Three Faculty Members Named Elite Medical and Biological Engineering Fellows
Northwestern inductees among 156 engineers who make up AIMBE’s College of Fellows Class of 2018
Three faculty members with Northwestern Engineering ties have been elected to the American Institute for Medical and Biological Engineering’s (AIMBE) College of Fellows.
Wendy Murray, Patrick Kiser, and Robert Murphy are among 156 engineers who make up the College of Fellows Class of 2018. They were inducted on April 9 during AIMBE’s 2018 annual meeting at the National Academy of Sciences in Washington, D.C.
AIMBE’s College of Fellows comprises the top two percent of medical and biological engineers in the country. Fellows are recognized for their notable contributions advancing the fields of medical and biological engineering through research, practice, or education.
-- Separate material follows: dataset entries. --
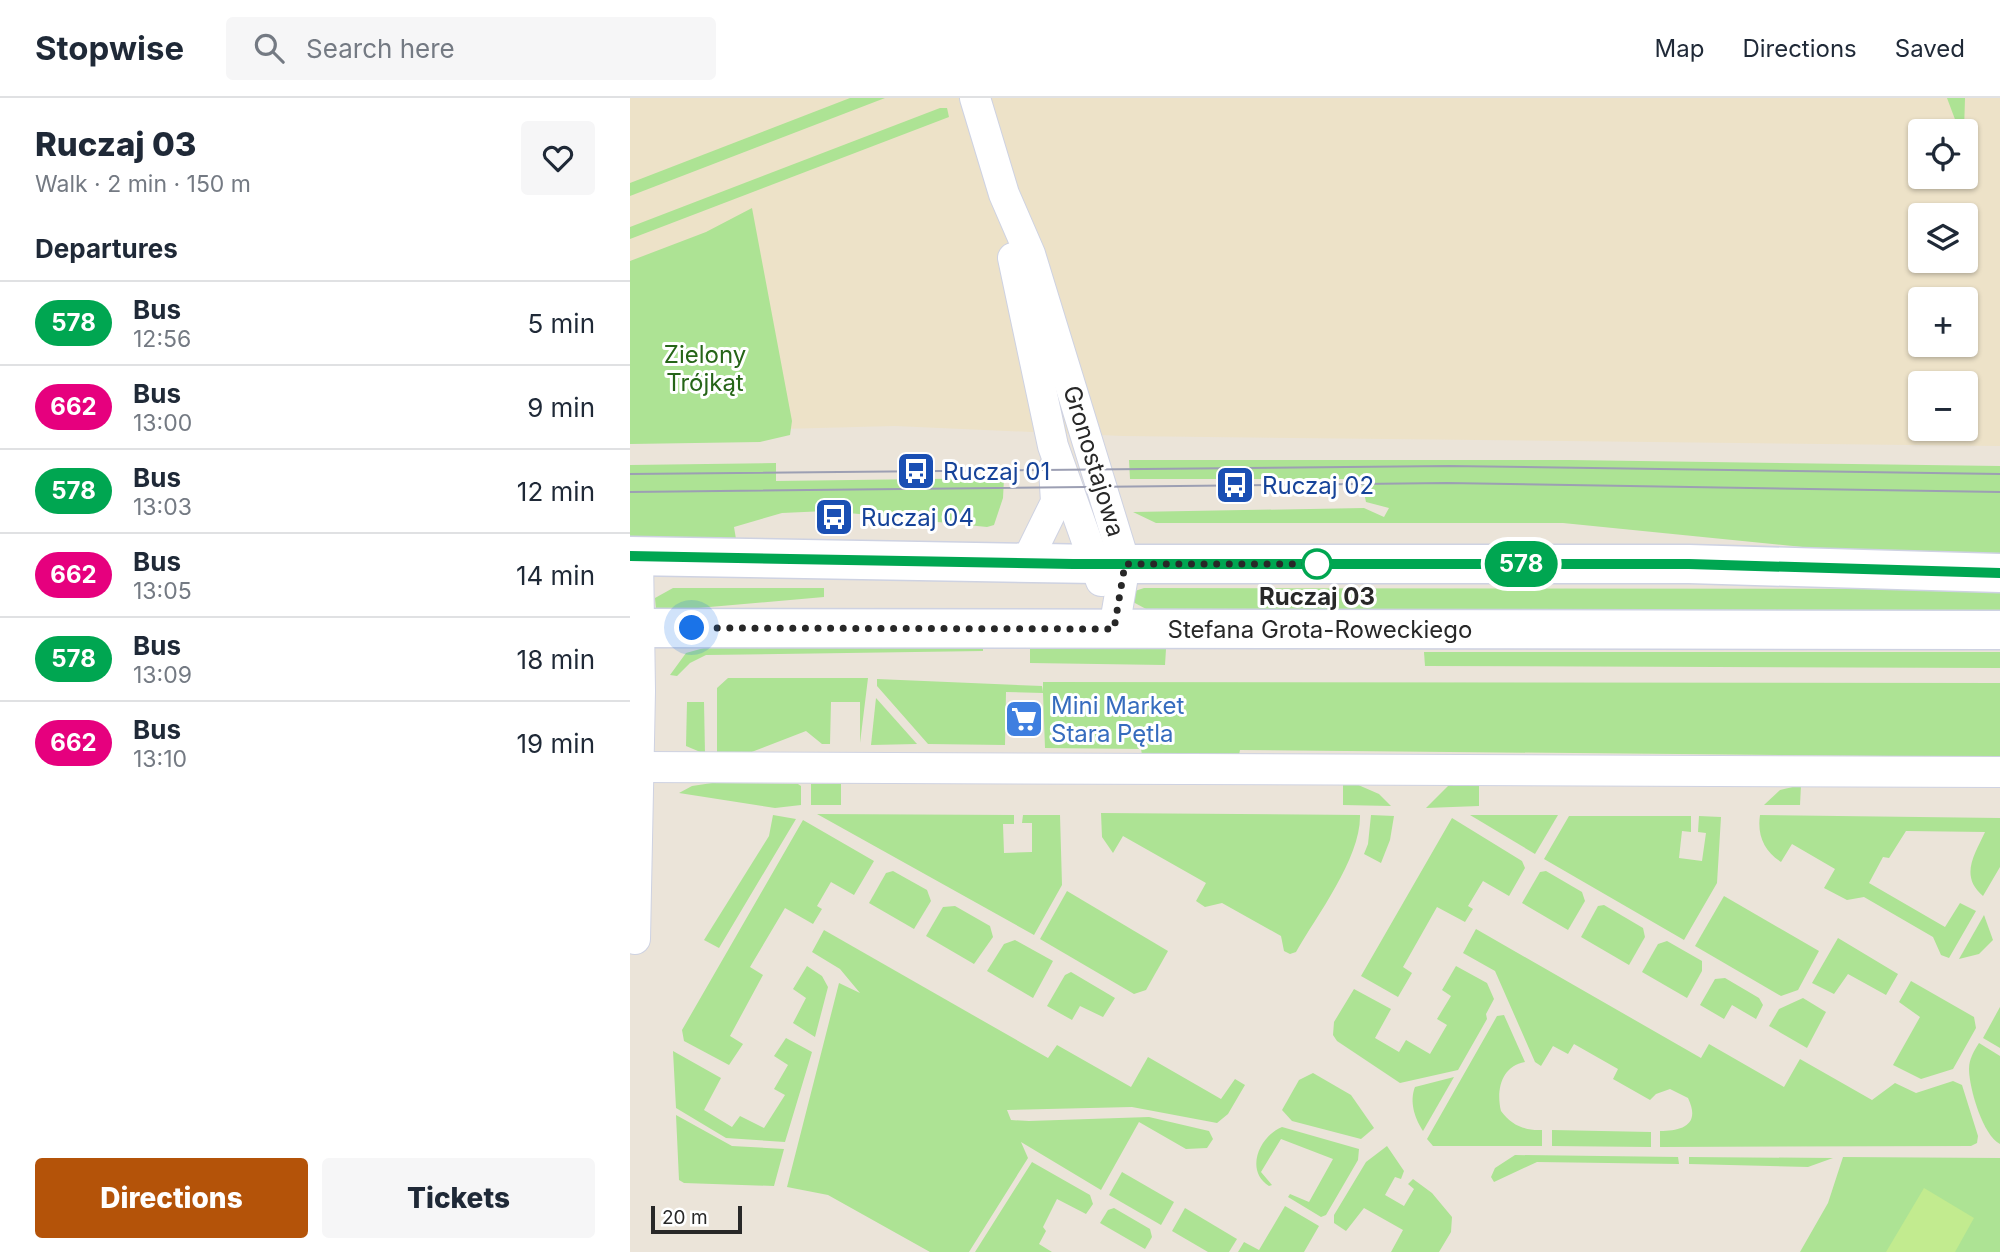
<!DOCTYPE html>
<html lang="en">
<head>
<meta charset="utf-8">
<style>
	body { margin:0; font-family:Inter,sans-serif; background:#f6f6f7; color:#1f2937; height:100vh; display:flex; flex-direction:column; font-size:26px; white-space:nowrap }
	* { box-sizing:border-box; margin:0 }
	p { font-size:23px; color:#747a83 }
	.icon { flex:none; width:38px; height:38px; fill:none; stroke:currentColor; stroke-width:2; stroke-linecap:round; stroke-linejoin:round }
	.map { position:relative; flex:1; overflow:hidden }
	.details { display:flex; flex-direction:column; background:#fff; width:630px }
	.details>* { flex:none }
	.badge { padding:0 14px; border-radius:23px; font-size:24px; line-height:46px }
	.tools { position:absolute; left:1278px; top:21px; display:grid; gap:14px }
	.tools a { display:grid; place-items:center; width:70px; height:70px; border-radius:7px; background:#fff; box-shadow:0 2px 5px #0004; font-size:35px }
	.scale { position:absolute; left:21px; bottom:18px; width:91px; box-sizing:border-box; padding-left:7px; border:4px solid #282828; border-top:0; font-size:19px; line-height:24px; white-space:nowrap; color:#282828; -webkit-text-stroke:5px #fff; paint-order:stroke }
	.you { position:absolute; width:35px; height:35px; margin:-18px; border:5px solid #fff; border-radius:50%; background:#1a73e8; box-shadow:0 0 0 10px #1a73e833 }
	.map>.badge { position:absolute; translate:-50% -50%; box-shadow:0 0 0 4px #fff }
	h2 { padding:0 35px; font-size:26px; line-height:63px }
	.round { display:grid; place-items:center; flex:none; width:74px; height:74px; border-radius:7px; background:#f6f6f7 }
	.summary { display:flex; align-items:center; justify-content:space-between; height:119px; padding:0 35px }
	h1 { font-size:33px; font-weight:800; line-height:52px }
	.button { display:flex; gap:14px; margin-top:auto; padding:14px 35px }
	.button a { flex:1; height:80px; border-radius:7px; background:#b45309; color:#fff; font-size:28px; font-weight:800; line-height:80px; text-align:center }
	.button a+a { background:#f6f6f7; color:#1f2937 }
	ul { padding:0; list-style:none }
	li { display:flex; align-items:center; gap:21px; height:84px; padding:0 35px; border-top:2px solid #e0e1e3 }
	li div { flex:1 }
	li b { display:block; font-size:26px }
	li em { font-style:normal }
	li .badge { min-width:77px; font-weight:700; text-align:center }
	header { display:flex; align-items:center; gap:42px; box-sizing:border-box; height:98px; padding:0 35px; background:#fff; border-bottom:2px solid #e0e1e3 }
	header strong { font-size:33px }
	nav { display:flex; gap:38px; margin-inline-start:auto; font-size:24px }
	.search { width:490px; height:63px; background:#f6f6f7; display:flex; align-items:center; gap:18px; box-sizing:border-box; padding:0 24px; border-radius:7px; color:#747a83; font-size:26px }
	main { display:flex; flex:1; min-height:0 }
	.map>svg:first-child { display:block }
	.education { fill:#ede2c8; fill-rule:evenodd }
	.green { fill:#ade394 }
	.pitch { fill:#c2eb8f }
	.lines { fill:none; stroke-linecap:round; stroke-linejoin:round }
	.minor-casing { stroke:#ced2e2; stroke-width:32 }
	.secondary-casing { stroke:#ced2e2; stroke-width:41 }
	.minor { stroke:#fff; stroke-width:30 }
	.secondary { stroke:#fff; stroke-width:38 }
	.tram { stroke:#9c9fb3; stroke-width:2 }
	.line-casing { stroke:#fff; stroke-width:16 }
	.line { stroke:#00a651; stroke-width:10 }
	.walk { stroke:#282828; stroke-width:7; stroke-dasharray:0 12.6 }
	.stop-dot { fill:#fff; stroke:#00a651; stroke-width:3.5 }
	.labels { text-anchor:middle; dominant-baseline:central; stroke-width:6; stroke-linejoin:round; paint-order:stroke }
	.park-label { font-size:24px; fill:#266518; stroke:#fff }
	.street-label { font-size:24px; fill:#282828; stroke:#fff }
	.transit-label { font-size:24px; fill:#164399; stroke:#fff; text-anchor:start }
	.stop-label { font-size:24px; font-weight:bold; fill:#282828; stroke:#fff }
	.shop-label { font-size:24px; fill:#366cbe; stroke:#fff; text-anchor:start }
</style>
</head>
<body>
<header>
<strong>Stopwise</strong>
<div class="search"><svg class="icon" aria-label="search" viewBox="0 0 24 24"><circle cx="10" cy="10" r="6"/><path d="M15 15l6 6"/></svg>Search here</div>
<nav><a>Map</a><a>Directions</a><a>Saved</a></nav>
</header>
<main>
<section class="details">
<div class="summary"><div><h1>Ruczaj 03</h1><p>Walk · 2 min · 150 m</p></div><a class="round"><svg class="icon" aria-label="heart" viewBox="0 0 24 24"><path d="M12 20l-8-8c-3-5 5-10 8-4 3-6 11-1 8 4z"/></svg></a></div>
<h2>Departures</h2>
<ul>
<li><span class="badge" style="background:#00a651;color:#fff">578</span><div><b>Bus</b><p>12:56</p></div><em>5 min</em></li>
<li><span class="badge" style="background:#e6007e;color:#fff">662</span><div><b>Bus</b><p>13:00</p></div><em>9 min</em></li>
<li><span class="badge" style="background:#00a651;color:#fff">578</span><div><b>Bus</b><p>13:03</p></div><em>12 min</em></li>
<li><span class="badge" style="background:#e6007e;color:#fff">662</span><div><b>Bus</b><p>13:05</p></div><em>14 min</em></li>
<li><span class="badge" style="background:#00a651;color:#fff">578</span><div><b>Bus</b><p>13:09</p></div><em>18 min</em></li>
<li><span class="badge" style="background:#e6007e;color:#fff">662</span><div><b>Bus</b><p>13:10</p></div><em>19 min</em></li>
</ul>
<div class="button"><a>Directions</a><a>Tickets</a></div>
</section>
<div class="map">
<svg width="1370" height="1154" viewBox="0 0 1370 1154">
	<rect width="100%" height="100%" fill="#ebe4d9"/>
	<!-- education -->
	<path class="education" d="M0,0h1370v348l-878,-10 -227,-10 -265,7zM1290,33h45v46h-45zM1290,117h45v46h-45zM1290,201h45v46h-45zM1290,285h45v46h-45z"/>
	<!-- green -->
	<g class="green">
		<path d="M220,0h35l-255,98v-13z"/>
		<path d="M1317,0h18l-1,32h-5z"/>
		<path d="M310,10h7l2,9 -319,122v-12z"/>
		<path d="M122,110l40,213 -2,14 -30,7 -130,2v-183l76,-29z"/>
		<path d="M499,362h440l431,6v89l-128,-1 -309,-31h-407l-23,-11 231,-4 20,9 5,-9 -23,-6 -5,-23h-231z"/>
		<path d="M146,365v18l228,-3 -1,20 -9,27 -7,2 -138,-14 -1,-3 -66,3 -48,14 2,12h-106v-74z"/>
		<path d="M43,490h151v9l-160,14 -8,-2 -1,-11z"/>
		<path d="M514,490l856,1v25l-852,-4 -15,-8 2,-11z"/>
		<path d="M353,549v4l-277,4 -16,8 -13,13 -7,-1 16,-22 18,-5z"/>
		<path d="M400,551h136l-1,16 -135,-2z"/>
		<path d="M794,554h576v16l-575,-2z"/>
		<path d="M98,580h140l-8,65v-41h-29l-1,42h-8l-16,-13 -57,22h-32v-65z"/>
		<path d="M247,581l165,7 1,6v-10l957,1v74l-760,-7 -1,5h-97l-1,-6 -96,-1 -2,-55 -37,-1 -1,53 -77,-1 -51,-58z"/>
		<path d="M246,600l41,46 -46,1z"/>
		<path d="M57,604h17l1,52 -19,-8z"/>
		<path d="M82,685l86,1 3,2v19l-26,3 -96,-15 13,-7z"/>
		<rect x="181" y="686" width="30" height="21"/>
		<path d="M726,686l23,10 12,12 -48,-1v-20z"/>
		<path d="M820,686l29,1v21l-53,2z"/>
		<path d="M1171,687l-1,20h-36l16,-15z"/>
		<path d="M471,715l259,2c1,43 -43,100 -64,137l-6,2 -6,-3 -3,-15 -59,-33 -17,4 -9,-6 10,-18 -83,-47 -10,17 -11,-16z"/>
		<path d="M187,716l197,1v9h-11l1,29 28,-1v-29h-10l1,-8h37l2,70 -28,50z"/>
		<path d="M143,717l23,4 -77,129 -15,-8 65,-104z"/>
		<path d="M741,717l23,1 -4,24 -9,23 -17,-9 4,-10z"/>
		<path d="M840,717h88l-23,39z"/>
		<path d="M1130,717l240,3v49l-17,29c-24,-20 -8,-42 2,-64l-79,-1 -17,27 -6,-1 -14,26 76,44 15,-24 16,8 -27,47 -8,-3 -8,-18 -69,-40 -17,3 -23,-12 11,-19 -43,-25 -11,18c-17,-11 -24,-27 -21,-47z"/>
		<path d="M939,718h122v16l-9,-1 -3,27 23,3 4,-28 -8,-1 1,-16 22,1 -4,66 -33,57 -140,-81z"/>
		<path d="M822,720l70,43 3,7 -16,28 -26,-15 -15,25 5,3 -8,13 -28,-15 -34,60 9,6 -14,24 -37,-21z"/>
		<path d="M173,722l71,41 -20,34 -23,-13 -14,24 5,3 -9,15 -28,-16 -35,59 13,8 -33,61 13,8 -14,21 -45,-24 -2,-11z"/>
		<path d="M263,773l34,19 4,11 -17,28 -45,-26 17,-30z"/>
		<path d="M916,773l36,21 3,9 -17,29 -46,-27 18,-31z"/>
		<path d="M437,793l101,60 -22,39 -12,4 -94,-55z"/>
		<path d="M1094,798l95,55 -21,39 -17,6 -86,-50z"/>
		<path d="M974,807l39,23 2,9 -16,28 -48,-28 17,-31z"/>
		<path d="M325,808l35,20 3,11 -19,27 -48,-28 17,-29z"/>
		<path d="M1354,817l9,25 -14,14 -20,5z"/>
		<path d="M846,831l225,129 8,-14 75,43 16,-28 72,41 23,-17 21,10 37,-12 9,4 16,51 -1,7 -6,3 -311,1v-16c22,0 41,-6 28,-33l-18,-9 -14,5 -6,6 -37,-21 5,-10 -44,-25 -6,10 -15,-8 -12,20 -6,-4 -40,-91 -32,-18z"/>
		<path d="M194,832l224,128 9,-13 74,42 17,-30 73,42 14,-20 10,6 -17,29 -11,9 -85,-16 -125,3 4,10 18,1 120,-4 60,14 4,8 -6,9 -21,1 -47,-27 -38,68 -80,-48 7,16 -59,94h-39l-102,-57 -41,-8 52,-204 21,10 -20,-24 -28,-17z"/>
		<path d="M1208,840l60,36 -12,21 -38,-21 -14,20 -22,-11z"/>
		<path d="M385,842l38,21 -20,37 -46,-27 17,-27z"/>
		<path d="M1037,843l35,20v10l-15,27 -45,-26 16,-28z"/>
		<path d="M177,868l15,10 6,11 -13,50 -22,-14 13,-25 -13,-9z"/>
		<path d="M826,868l31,17 7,16 -8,15 1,5 -29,51 -58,13 -63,-42 -4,-6 1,-13 20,-33 37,20 -16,29 24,14 7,-12 24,14 17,-29 -10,-6 14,-23 -9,-6z"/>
		<path d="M441,874l44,26 -12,19 -23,-11 -8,14 -25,-14 18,-31z"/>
		<path d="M1095,880l34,20 4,7 -7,14 -24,-14 -8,14 -24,-14 15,-26z"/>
		<path d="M1281,883l63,36 2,11 -23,41 -32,10 -28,-14 27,-48 -21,-15z"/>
		<path d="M1173,900l23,14 -19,36 -38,-22 10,-17z"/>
		<path d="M1370,909v41l-17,-10z"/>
		<path d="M874,917l21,47c-24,4 -29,29 -24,49 10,14 24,20 41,19v16h-109l-6,-7 70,-123z"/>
		<path d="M156,940l26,14 -27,90 -59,-4 -50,-30 -3,-57 48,27 -17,32 28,17 8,-11 24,12 21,-33 -11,-6 14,-24 -14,-9z"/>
		<path d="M1349,945l21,13v88c-17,-8 -31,-56 -31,-75 0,-10 5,-18 10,-26z"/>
		<path d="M683,975l38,22 23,33 -13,11 -69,-18 -10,-11 17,-30z"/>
		<path d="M824,979l-31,54c-8,-12 -14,-29 -8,-44z"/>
		<path d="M46,1017l56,31 52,3 -10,37 -90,-3 -5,-3z"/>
		<path d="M652,1029l77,22 -1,11 -32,55 -5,2 -33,-20 2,-3 19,8 24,-43 -52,-20 -20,33 11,13 -3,1c-25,-16 -9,-50 13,-59z"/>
		<path d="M922,1032l99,2v15l-99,-1z"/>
		<path d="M757,1048l17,25 -3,8 -6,-2 -10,18 19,11 10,-17 -6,-5 5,-5 19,14 20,24 -1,15 -12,20h-48l12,-22 -39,-22 -18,23 -12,-8v-8l32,-53z"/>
		<path d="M885,1057l163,2 1,7 -142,-2 -43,20 -3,-5 4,-9z"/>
		<path d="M1059,1059l144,1 -25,9 -119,-3z"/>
		<path d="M1213,1059l157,1v94h-200l28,-49z"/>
		<path d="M402,1064l58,33 3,9 -7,10 -29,-15 -14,28 3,4 -7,13 13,8h-77z"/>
		<path d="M492,1074l52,30 -13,23 -52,-30z"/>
		<path d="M655,1108l34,20 -15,26h-66l6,-10 15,8z"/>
		<path d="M484,1110l36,21 2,8 -7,12 -45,-26 8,-13z"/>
		<path d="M555,1110l52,31 -8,13h-21l-36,-21z"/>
	</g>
	<!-- pitch -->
	<path class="pitch" d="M1294,1090l50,30 -19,34h-69z"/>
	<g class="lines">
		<defs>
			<g id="minor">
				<path d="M345,0l29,96 26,60 95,310 -11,65"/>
				<path d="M383,160l40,188 48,135"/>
				<path d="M396,465l30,-61 -2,-34"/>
				<path d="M9,669l1361,5"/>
				<path d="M5,841l5,-248 -2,-135"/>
			</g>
			<g id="secondary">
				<path d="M0,458l466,8h593l311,9"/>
				<path d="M0,530l1370,2"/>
			</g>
		</defs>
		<!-- minor casing -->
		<use href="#minor" class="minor-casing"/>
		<!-- secondary casing -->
		<use href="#secondary" class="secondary-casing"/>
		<!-- minor -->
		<use href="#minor" class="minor"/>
		<!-- secondary -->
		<use href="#secondary" class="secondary"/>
		<!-- tram -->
		<g class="tram">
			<path d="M0,376l819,-8 551,8"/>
			<path d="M0,394l817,-9 553,9"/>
		</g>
	</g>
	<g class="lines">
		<defs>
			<path id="line" d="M0,458l443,8h616l311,9"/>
		</defs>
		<!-- line casing -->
		<use href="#line" class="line-casing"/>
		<!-- line -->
		<use href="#line" class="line"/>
		<!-- walk -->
		<path class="walk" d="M62,530l422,1 11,-65h192"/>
	</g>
	<!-- icons -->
	<defs>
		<symbol id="bus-square" viewBox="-11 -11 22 22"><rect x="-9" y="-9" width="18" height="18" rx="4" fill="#1a4fb4" stroke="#fff"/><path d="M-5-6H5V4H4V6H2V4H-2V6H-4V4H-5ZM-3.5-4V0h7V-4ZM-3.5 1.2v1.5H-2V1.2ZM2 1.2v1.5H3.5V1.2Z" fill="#fff"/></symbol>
		<symbol id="supermarket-square" viewBox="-11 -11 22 22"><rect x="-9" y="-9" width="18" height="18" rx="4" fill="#3f7fe0" stroke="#fff"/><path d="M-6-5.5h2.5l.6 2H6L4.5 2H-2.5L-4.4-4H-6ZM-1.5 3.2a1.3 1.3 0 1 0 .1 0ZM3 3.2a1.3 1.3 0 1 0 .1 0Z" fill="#fff"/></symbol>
	</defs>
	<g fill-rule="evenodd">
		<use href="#bus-square" x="264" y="351" width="44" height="44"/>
		<use href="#bus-square" x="583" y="365" width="44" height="44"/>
		<use href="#bus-square" x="182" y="397" width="44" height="44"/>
		<use href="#supermarket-square" x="372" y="599" width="44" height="44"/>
	</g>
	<!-- markers -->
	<circle class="stop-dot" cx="687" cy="466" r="14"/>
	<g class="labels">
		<!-- park labels -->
		<g class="park-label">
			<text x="75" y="256">Zielony<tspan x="75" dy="28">Trójkąt</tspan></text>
		</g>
		<!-- street labels -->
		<g class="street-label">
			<text transform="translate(464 363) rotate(73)">Gronostajowa</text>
			<text x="690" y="531">Stefana Grota-Roweckiego</text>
		</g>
		<!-- transit labels -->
		<g class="transit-label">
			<text x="313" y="373">Ruczaj 01</text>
			<text x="632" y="387">Ruczaj 02</text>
			<text x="231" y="419">Ruczaj 04</text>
		</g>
		<!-- stop labels -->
		<g class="stop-label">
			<text x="687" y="498">Ruczaj 03</text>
		</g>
		<!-- shop labels -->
		<g class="shop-label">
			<text x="421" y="607">Mini Market<tspan x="421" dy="28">Stara Pętla</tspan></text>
		</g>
	</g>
</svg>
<div class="tools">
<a><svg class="icon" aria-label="locate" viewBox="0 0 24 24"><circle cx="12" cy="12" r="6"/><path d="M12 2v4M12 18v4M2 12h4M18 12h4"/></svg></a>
<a><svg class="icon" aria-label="layers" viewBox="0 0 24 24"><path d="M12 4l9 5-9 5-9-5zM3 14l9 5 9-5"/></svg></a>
<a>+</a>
<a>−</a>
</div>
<div class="scale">20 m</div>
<div class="you" style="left:62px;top:530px"></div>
<b class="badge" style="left:891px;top:466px;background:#00a651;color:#fff">578</b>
</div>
</main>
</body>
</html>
Wendy Murray is a professor of biomedical engineering and physical medicine and rehabilitation in Northwestern’s Feinberg School of Medicine. Her research interests are in developing biomechanical models that accurately represent the mechanical actions of the upper extremity muscles. Her work could lead to a better understanding of how to improve the function of disabled upper limbs.
A research scientist at Shirley Ryan AbilityLab, Murray’s research has focused on basic motor control, restoring hand and arm function following spinal cord injuries or stroke, and orthopedic interventions for osteoarthritis. She has also analyzed the biomechanics of baseball pitching to gain new insights into the role of elbow muscles in injury risk and prevention.
Patrick Kiser is a professor of biomedical engineering and obstetrics and gynecology in the Feinberg School of Medicine. His research seeks to create new drug delivery technologies for the prevention and treatment of HIV infection.
Among his contributions, Kiser has created a long-acting antiviral delivery system that provides sustained systemic drug levels of antiretrovirals for up to one year, which could protect HIV negative individuals at high risk of infection for long periods of time without daily intervention. He also developed a first-of-its-kind intravaginal ring that reliably delivers an antiretroviral drug and a contraceptive for months at a time.
Robert Murphy is the director of the Center for Global Health within Northwestern Medicine’s Institute for Public Health and Medicine, the John Philip Phair Professor of Infectious Diseases in the Feinberg School of Medicine, and a professor in the Department of Biomedical Engineering. His research focuses on drug development and vaccines for infectious diseases like HIV and viral hepatitis, increasing therapy for AIDS, tuberculosis, and malaria in sub-Saharan Africa, and supporting antiretroviral education projects in rural southern Kenya.
Earlier this year, Murphy was part of a multidisciplinary global team that earned a $15 million grant from 100&Change, a MacArthur Foundation competition to fund projects that attempt to solve significant problems in the world. Murphy and his team will use the grant to help address the lack of life-saving resources for newborns in African hospitals by developing a suite of technologies to improve newborn care and medical education in the region.